The basic reason for the two-stage proceeding upon a charge of a probation or parole violation is to establish at the outset that probable cause exists for the revocation, and provide the justification for the arrest and incarceration of the probationer or parolee. The element of due process that comes into play at this time is that one is not, without just cause, denied his freedom which he has previously been conditionally granted by the parole or by the probation.
By way of an explanatory note to the two-phase hearing referred to in Parker, supra, while reaffirming the necessity of such in most instances, there are of course certain exceptions. We do not believe it to be necessary where one has been convicted of another crime while on probation. Also, a hearing of this type would not be required where it is waived by the probationer or parolee. No such exceptions are applicable here. In the instant matter, the testimony of the probation officer may have provided probable cause for the revocation sought, and would then have set the stage for the second-phase hearing on such revocation. The hearing afforded this probationer should have been constituted as the probable cause hearing, rather than the final hearing.
Applying the Parker rule, defendant was denied due process of law in not being afforded the two-stage proceeding set forth in such decision. Therefore, this assignment of error is sustained.
III.
The revocation in the instant matter was based solely upon the testimony of defendant's probation officer, to all of which the defense has objected. We believe that it has been rather significantly set forth in Morrissey, Gagnon and Parker that a defendant should be given an opportunity to confront those who bring charges against him regarding the reasons revocation is sought. We reaffirm that the probationer, or the parolee, should be given the right to confront adverse witnesses whose testimony would affect his freedom, unless such confrontation is found, by the trier of facts upon good cause, not to be necessary. As pointed out by the defendant, Gagnon would permit the use of affidavits, depositions and documentary evidence in some cases in lieu of live testimony.
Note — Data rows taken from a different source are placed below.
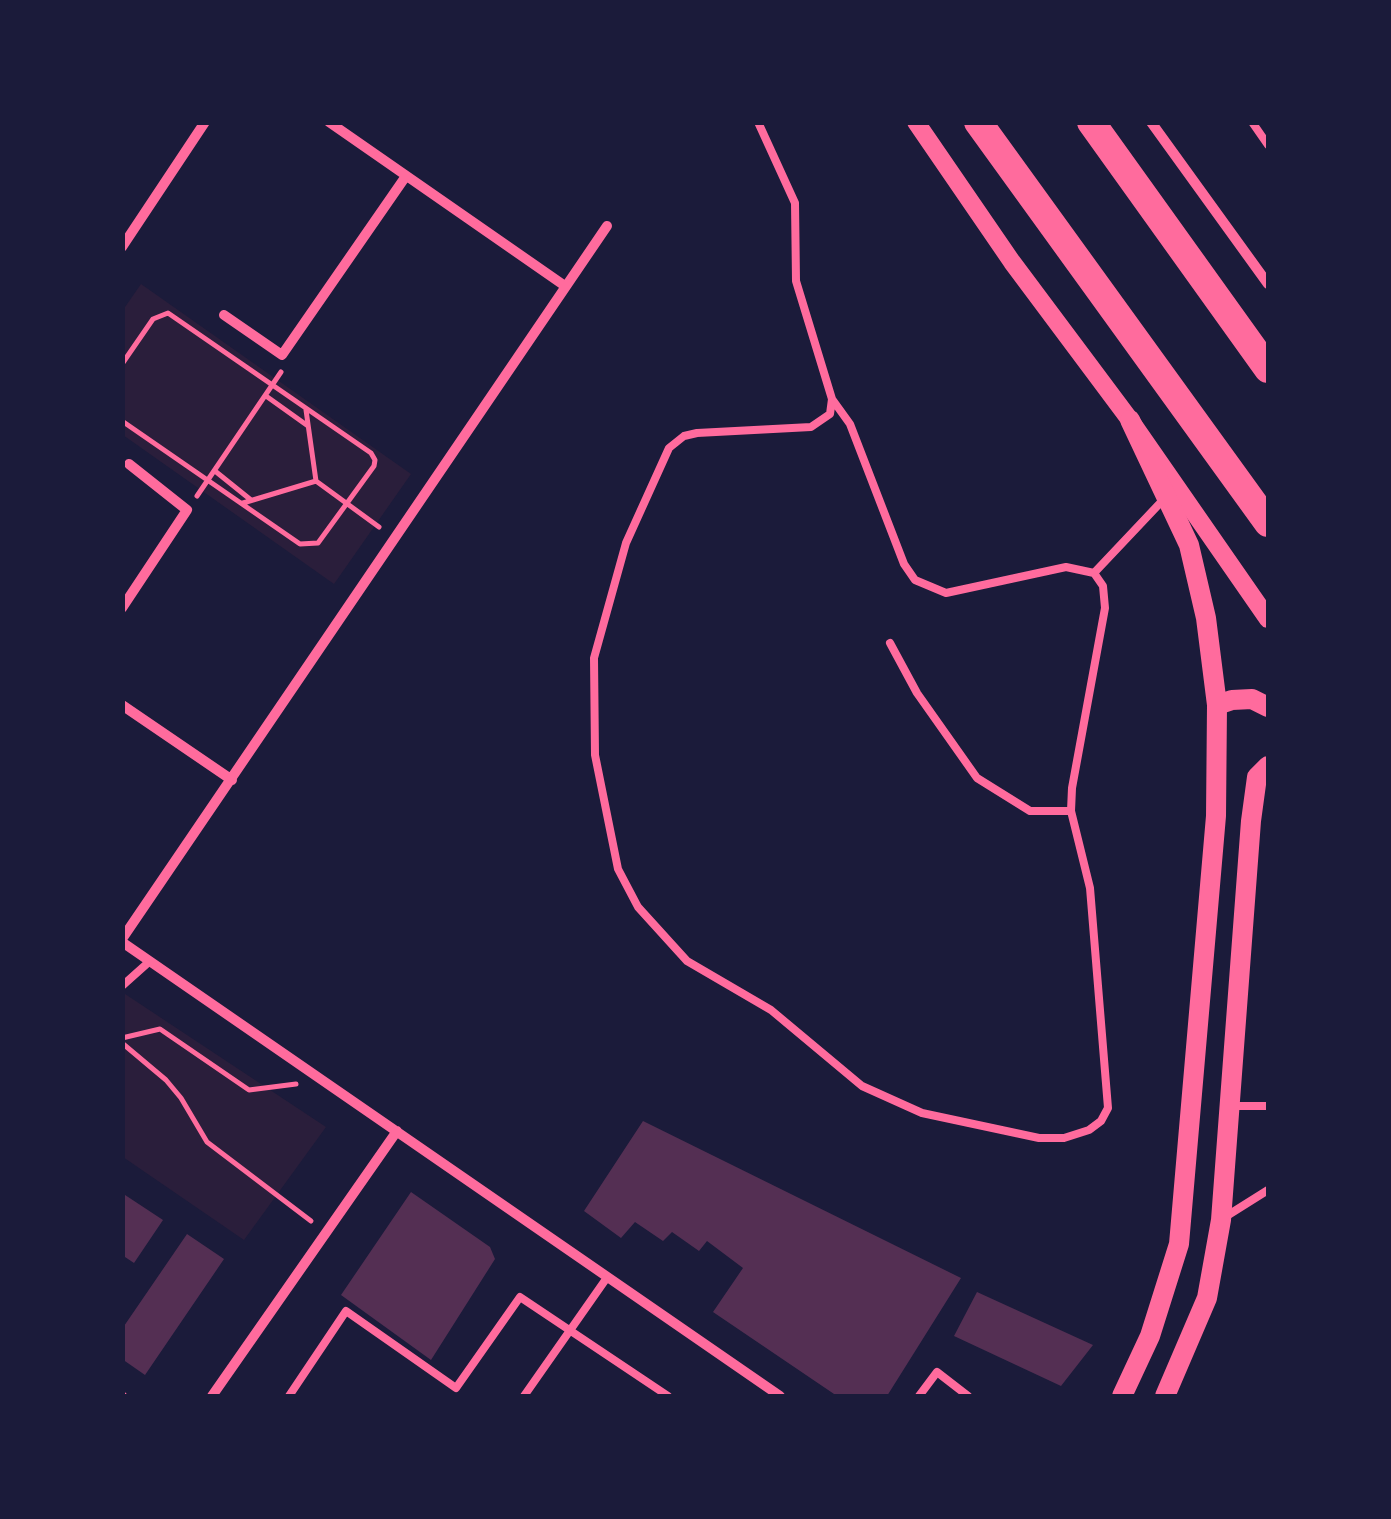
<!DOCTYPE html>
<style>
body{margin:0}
#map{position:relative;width:1391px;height:1519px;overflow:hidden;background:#1b1b3a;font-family:Ubuntu,sans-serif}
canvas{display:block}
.frame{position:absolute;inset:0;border:125px solid #1b1b3a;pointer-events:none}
</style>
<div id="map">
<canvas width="1391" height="1519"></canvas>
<div class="frame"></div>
</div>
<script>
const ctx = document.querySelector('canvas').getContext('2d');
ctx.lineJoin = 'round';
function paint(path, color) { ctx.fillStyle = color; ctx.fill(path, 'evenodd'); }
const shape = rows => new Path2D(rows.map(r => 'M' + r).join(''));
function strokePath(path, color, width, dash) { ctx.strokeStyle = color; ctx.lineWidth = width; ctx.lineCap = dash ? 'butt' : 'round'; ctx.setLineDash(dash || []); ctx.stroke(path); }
const green = shape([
 [141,284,411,474,334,584,123,435,123,310],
 [122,992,326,1127,244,1240,123,1157]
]);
const building = shape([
 [643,1121,961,1278,887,1396,837,1396,713,1312,743,1268,707,1241,699,1251,672,1232,663,1241,635,1222,621,1238,584,1211],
 [411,1192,490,1247,495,1259,431,1360,341,1295],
 [122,1193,163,1220,134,1263,122,1255],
 [187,1234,224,1259,145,1375,122,1359,122,1329],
 [977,1292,1093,1345,1061,1386,954,1336]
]);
const path = shape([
 [122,364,153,319,168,313,371,453,375,460,374,466,318,543,300,544,122,421],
 [266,396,308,426],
 [306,410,316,481],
 [215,471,251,500],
 [197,496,281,372],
 [243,503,316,481,379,527],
 [122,1038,160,1029,249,1090,296,1084],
 [122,1043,166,1080,181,1098,207,1142,311,1221]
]);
const service = shape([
 [758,122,795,203,796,281,832,399,850,424,904,564,915,580,946,593,1066,567,1094,573,1103,586,1105,608,1072,788,1071,811,1090,888,1108,1108,1101,1121,1089,1130,1064,1138,1039,1138,922,1113,862,1086,771,1010,687,961,638,907,618,869,595,755,594,658,626,543,669,448,684,436,697,433,811,427,830,414,832,399],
 [1252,122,1268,145],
 [1094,573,1163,500],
 [890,643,917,693,977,778,1030,811,1071,811],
 [122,986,150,961],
 [1233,1106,1268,1106],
 [1225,1217,1268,1190],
 [122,1396,123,1396],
 [289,1396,346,1311,456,1388,520,1297,668,1396],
 [524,1396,606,1279],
 [919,1396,937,1372,968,1396]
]);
const minor = shape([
 [329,122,565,286],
 [1151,122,1268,284],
 [122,247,205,122],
 [224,315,282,355,406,176],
 [122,608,187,510,129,464],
 [122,705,232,780],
 [122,939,607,226],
 [122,942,780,1396],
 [212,1396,397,1131]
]);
const tertiary = shape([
 [916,122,1012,262,1130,420,1268,619]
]);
const secondary = shape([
 [1217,705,1232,700,1252,699,1268,707],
 [1122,1396,1150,1336,1179,1244,1216,816,1217,705,1206,618,1189,545,1130,420],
 [1165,1396,1207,1298,1221,1220,1251,821,1257,777,1268,766]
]);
const trunk = shape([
 [978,122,1268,523],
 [1091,122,1268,369]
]);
paint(green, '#2a1e3b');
paint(building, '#542f53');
strokePath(path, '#ff6b9d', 5);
strokePath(service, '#ff6b9d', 8);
strokePath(minor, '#ff6b9d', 10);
strokePath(tertiary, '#ff6b9d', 18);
strokePath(secondary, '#ff6b9d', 20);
strokePath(trunk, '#ff6b9d', 28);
</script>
Here, the probationer's counsel did cross-examine the probation officer, but such officer had no personal knowledge of the circumstances of the charges against the probationer. The evidence consisted of the testimony of the defendant's probation officer who stated that he had certain conversations with the defendant's sister-in-law, who told him that there were certain accusations being made against the defendant. Further, he testified that the director of the mental health clinic of the particular county had told him that she thought that the defendant had committed the alleged crime.
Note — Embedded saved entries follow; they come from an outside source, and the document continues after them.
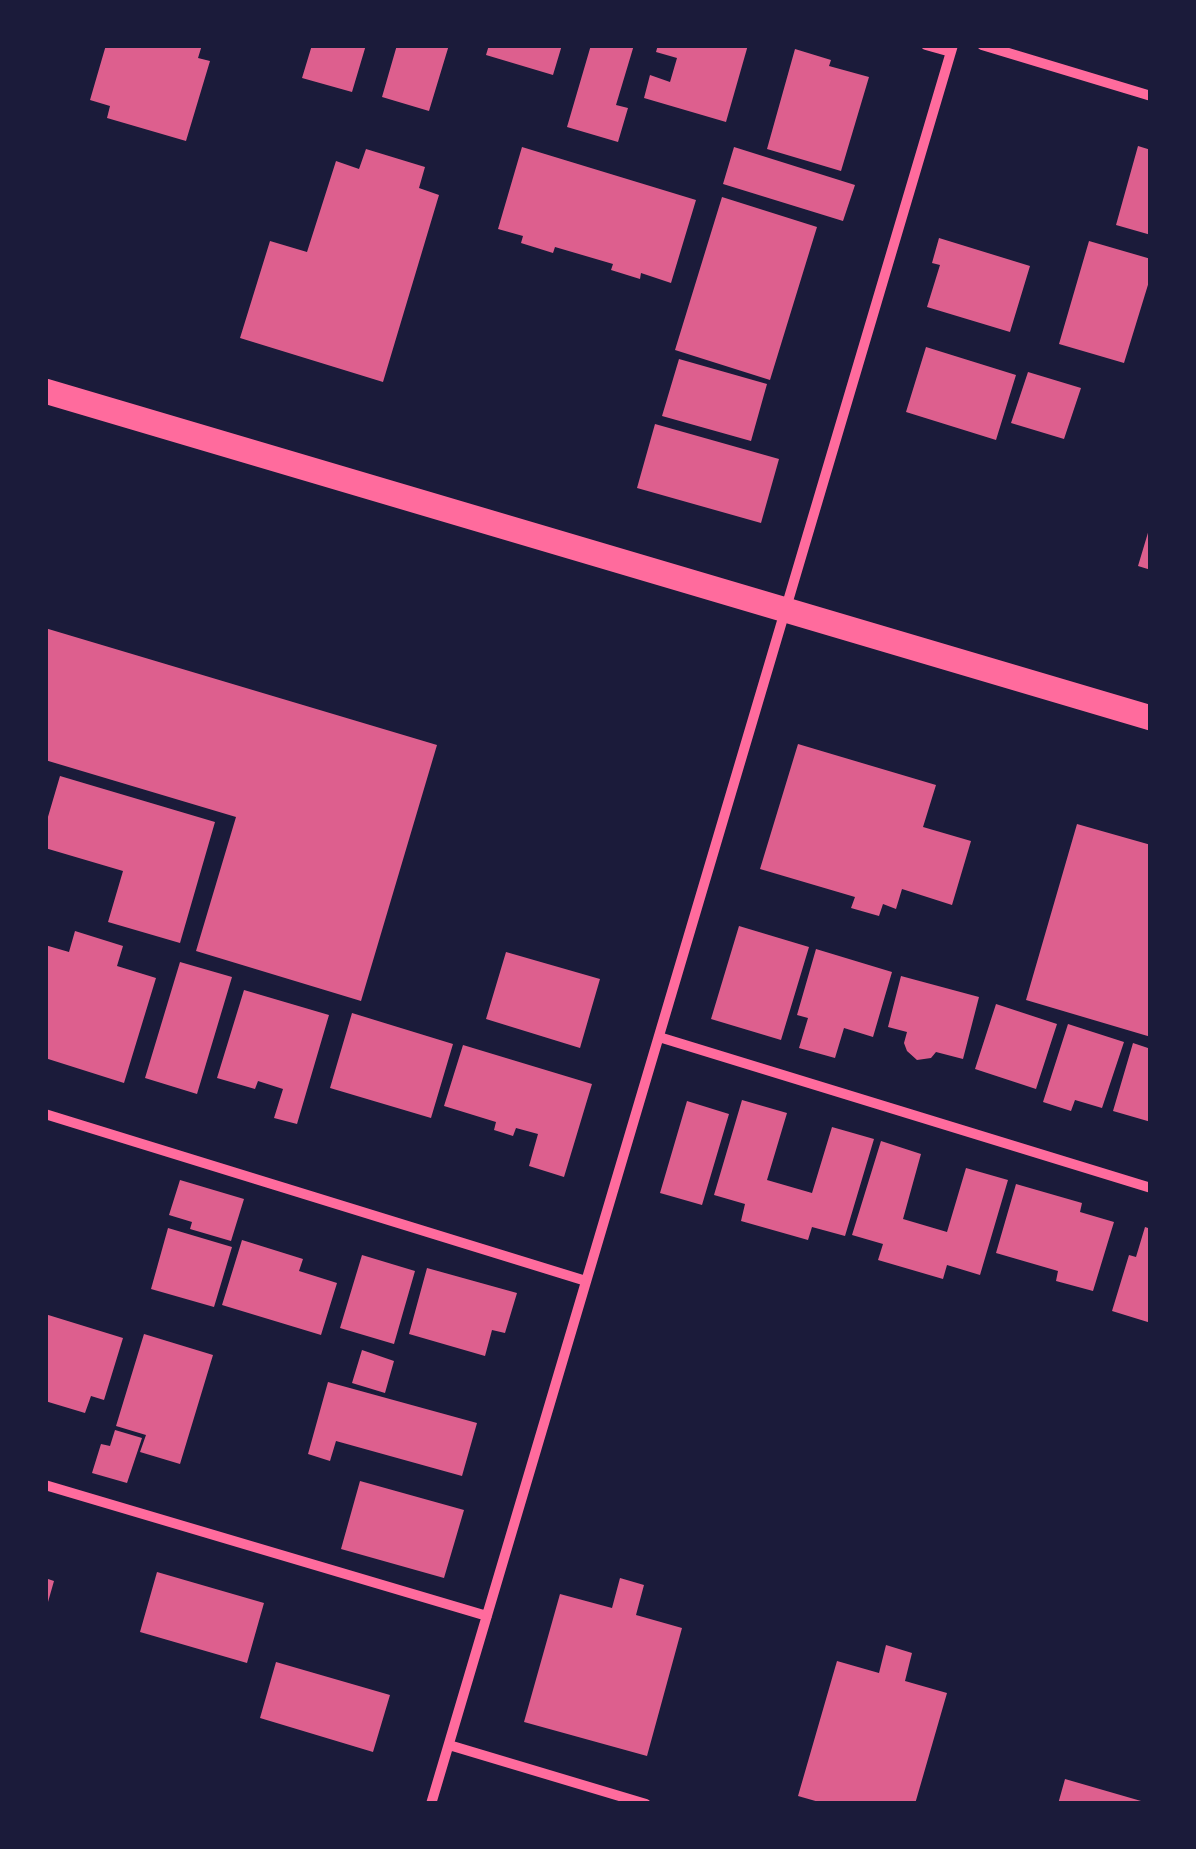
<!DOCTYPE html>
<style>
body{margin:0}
#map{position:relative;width:1196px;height:1849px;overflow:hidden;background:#1b1b3a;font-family:"Titillium Web",sans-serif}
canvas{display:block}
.frame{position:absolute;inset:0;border:48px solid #1b1b3a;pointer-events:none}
</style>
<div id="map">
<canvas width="1196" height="1849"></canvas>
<div class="frame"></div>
</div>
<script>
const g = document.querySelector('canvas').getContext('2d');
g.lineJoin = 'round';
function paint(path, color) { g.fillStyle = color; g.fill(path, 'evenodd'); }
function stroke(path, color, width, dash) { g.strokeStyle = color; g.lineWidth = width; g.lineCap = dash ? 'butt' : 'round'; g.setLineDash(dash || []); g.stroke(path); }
const building = new Path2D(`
 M 106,45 L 202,45 L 198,58 L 210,61 L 186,141 L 107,118 L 110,106 L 90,100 Z
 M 312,45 L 366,45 L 352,92 L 302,78 Z
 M 397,45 L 449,45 L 429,111 L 382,97 Z
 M 489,45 L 562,45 L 553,75 L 486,55 Z
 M 591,45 L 634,45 L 616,105 L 628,108 L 618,142 L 567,127 Z
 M 658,45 L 748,45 L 726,122 L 644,98 L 650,75 L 670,82 L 677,58 L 656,52 Z
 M 795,49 L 831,60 L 829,66 L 869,77 L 841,171 L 767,149 Z
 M 1138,146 L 1151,150 L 1151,235 L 1116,225 Z
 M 522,147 L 696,200 L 671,283 L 641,273 L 640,279 L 611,270 L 613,264 L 555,247 L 553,253 L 521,243 L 523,236 L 498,229 Z
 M 734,147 L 855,185 L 843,221 L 723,184 Z
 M 366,149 L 425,167 L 419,188 L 439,195 L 383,382 L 240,338 L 270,241 L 307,252 L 336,161 L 359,169 Z
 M 722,197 L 817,227 L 770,380 L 675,350 Z
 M 939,238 L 1030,266 L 1010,332 L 927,307 L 940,265 L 932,263 Z
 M 1089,241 L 1151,259 L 1151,275 L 1124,363 L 1059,344 Z
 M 926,347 L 1016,375 L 996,440 L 906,412 Z
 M 679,359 L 767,384 L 751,441 L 662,416 Z
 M 1028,372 L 1081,388 L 1064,439 L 1011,423 Z
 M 655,424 L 779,459 L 761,523 L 637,488 Z
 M 1150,526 L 1151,526 L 1151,570 L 1138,566 Z
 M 45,628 L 437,745 L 361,1001 L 196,951 L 236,817 L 45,760 Z
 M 798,744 L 936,785 L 923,827 L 971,841 L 952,905 L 902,889 L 896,909 L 883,904 L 879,916 L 851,908 L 855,897 L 760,869 Z
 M 60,776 L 215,822 L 180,943 L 108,922 L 123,871 L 45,848 L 45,827 Z
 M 1077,824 L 1151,845 L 1151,1037 L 1026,1000 Z
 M 739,926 L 809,947 L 781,1040 L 711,1019 Z
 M 75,931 L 123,946 L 117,966 L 156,978 L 124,1083 L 45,1058 L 45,945 L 69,952 Z
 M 816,949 L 892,972 L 873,1037 L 844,1028 L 835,1058 L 799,1048 L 808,1018 L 797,1015 Z
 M 506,952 L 600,979 L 580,1048 L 486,1019 Z
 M 180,962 L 232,977 L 197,1094 L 145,1078 Z
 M 901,976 L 979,997 L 963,1059 L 936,1052 L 931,1058 L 917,1060 L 907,1051 L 904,1043 L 907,1032 L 888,1027 Z
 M 244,990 L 329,1015 L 297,1124 L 274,1118 L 283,1089 L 258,1081 L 255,1089 L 217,1078 Z
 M 996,1004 L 1057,1024 L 1036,1089 L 975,1069 Z
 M 352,1013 L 453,1044 L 431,1118 L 330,1088 Z
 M 1068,1024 L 1124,1042 L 1102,1108 L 1075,1100 L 1071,1111 L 1043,1102 Z
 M 1133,1043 L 1151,1049 L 1151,1122 L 1113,1111 Z
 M 463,1045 L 592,1084 L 564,1177 L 529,1166 L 538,1134 L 516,1128 L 513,1136 L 494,1130 L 496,1122 L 444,1106 Z
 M 742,1100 L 787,1113 L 767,1180 L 812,1193 L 832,1127 L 874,1139 L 845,1236 L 812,1227 L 808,1240 L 741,1221 L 745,1204 L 714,1195 Z
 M 687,1101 L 729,1114 L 702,1205 L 660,1193 Z
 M 881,1141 L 921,1154 L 903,1219 L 947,1232 L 966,1168 L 1008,1180 L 980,1275 L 947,1265 L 943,1279 L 878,1260 L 883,1244 L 852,1235 Z
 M 180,1180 L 244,1199 L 231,1241 L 190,1229 L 192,1222 L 169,1215 Z
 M 1016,1184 L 1082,1203 L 1080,1212 L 1114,1222 L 1093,1291 L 1056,1281 L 1058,1271 L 996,1253 Z
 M 1145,1227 L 1151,1229 L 1151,1323 L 1112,1311 L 1129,1255 L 1136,1257 Z
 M 168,1228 L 232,1247 L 214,1307 L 151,1289 Z
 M 242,1240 L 303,1259 L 299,1271 L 337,1283 L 321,1335 L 222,1305 Z
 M 362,1255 L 415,1271 L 394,1344 L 340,1328 Z
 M 427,1268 L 517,1293 L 505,1333 L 492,1330 L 485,1356 L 409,1334 Z
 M 45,1314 L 123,1338 L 104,1400 L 91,1396 L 85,1413 L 45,1401 Z
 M 144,1334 L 213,1355 L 180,1464 L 140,1452 L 146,1435 L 116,1426 Z
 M 362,1350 L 394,1361 L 385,1393 L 352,1383 Z
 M 328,1382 L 477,1423 L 462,1476 L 336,1441 L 330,1461 L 308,1454 Z
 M 115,1430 L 142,1438 L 127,1483 L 92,1473 L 101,1444 L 110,1446 Z
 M 360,1481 L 464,1510 L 444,1578 L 341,1549 Z
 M 157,1572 L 264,1603 L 247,1663 L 140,1632 Z
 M 45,1578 L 54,1581 L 46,1609 L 45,1609 Z
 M 620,1578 L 644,1585 L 636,1615 L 682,1628 L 647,1756 L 524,1722 L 560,1594 L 612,1608 Z
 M 886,1645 L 912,1653 L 905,1681 L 947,1693 L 915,1804 L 826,1804 L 798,1796 L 837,1661 L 879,1673 Z
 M 276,1662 L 390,1695 L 373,1752 L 260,1718 Z
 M 1065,1779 L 1148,1803 L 1148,1804 L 1058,1804 Z`);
const minor = new Path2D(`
 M 926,45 L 951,52
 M 982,45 L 1151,96
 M 659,1037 L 1151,1188
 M 45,1114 L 586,1281
 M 45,1485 L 487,1616
 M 449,1745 L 646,1804
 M 431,1804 L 953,45`);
const primary = new Path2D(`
 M 45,391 L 1151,718`);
paint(building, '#dd5f8e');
stroke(minor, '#ff6b9d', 10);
stroke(primary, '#ff6b9d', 25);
</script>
The accusations against this probationer ranged from hearsay to double hearsay and, as such, did not afford the probationer the reasonable opportunity to confront those who were making such accusations against him. This assignment of error is therefore sustained.
IV.
Although the quantum of evidence required to support a revocation of a probation or parole may not be "beyond a reasonable doubt," as in criminal trials, yet, as stated variously in a number of cases, there needs to be evidence of a "substantial" nature in order to find that revocation is justified in a given instance. We hold that the necessary quantum of evidence was not adduced before the trial court to warrant the revocation in this instance. Therefore, this assignment of error is sustained.
Therefore, based upon the foregoing, the judgment of the Municipal Court of Franklin County is hereby reversed, and this matter remanded to such court for further proceedings to determine whether the defendant has indeed violated his probation, and for the purpose of obtaining any additional reports, psychiatric or otherwise, for a determination as to whether this defendant should not be placed in an institution necessary to his psychiatric needs.
Judgment reversed and cause remanded.
TROOP, P. J., and REILLY, J., concur.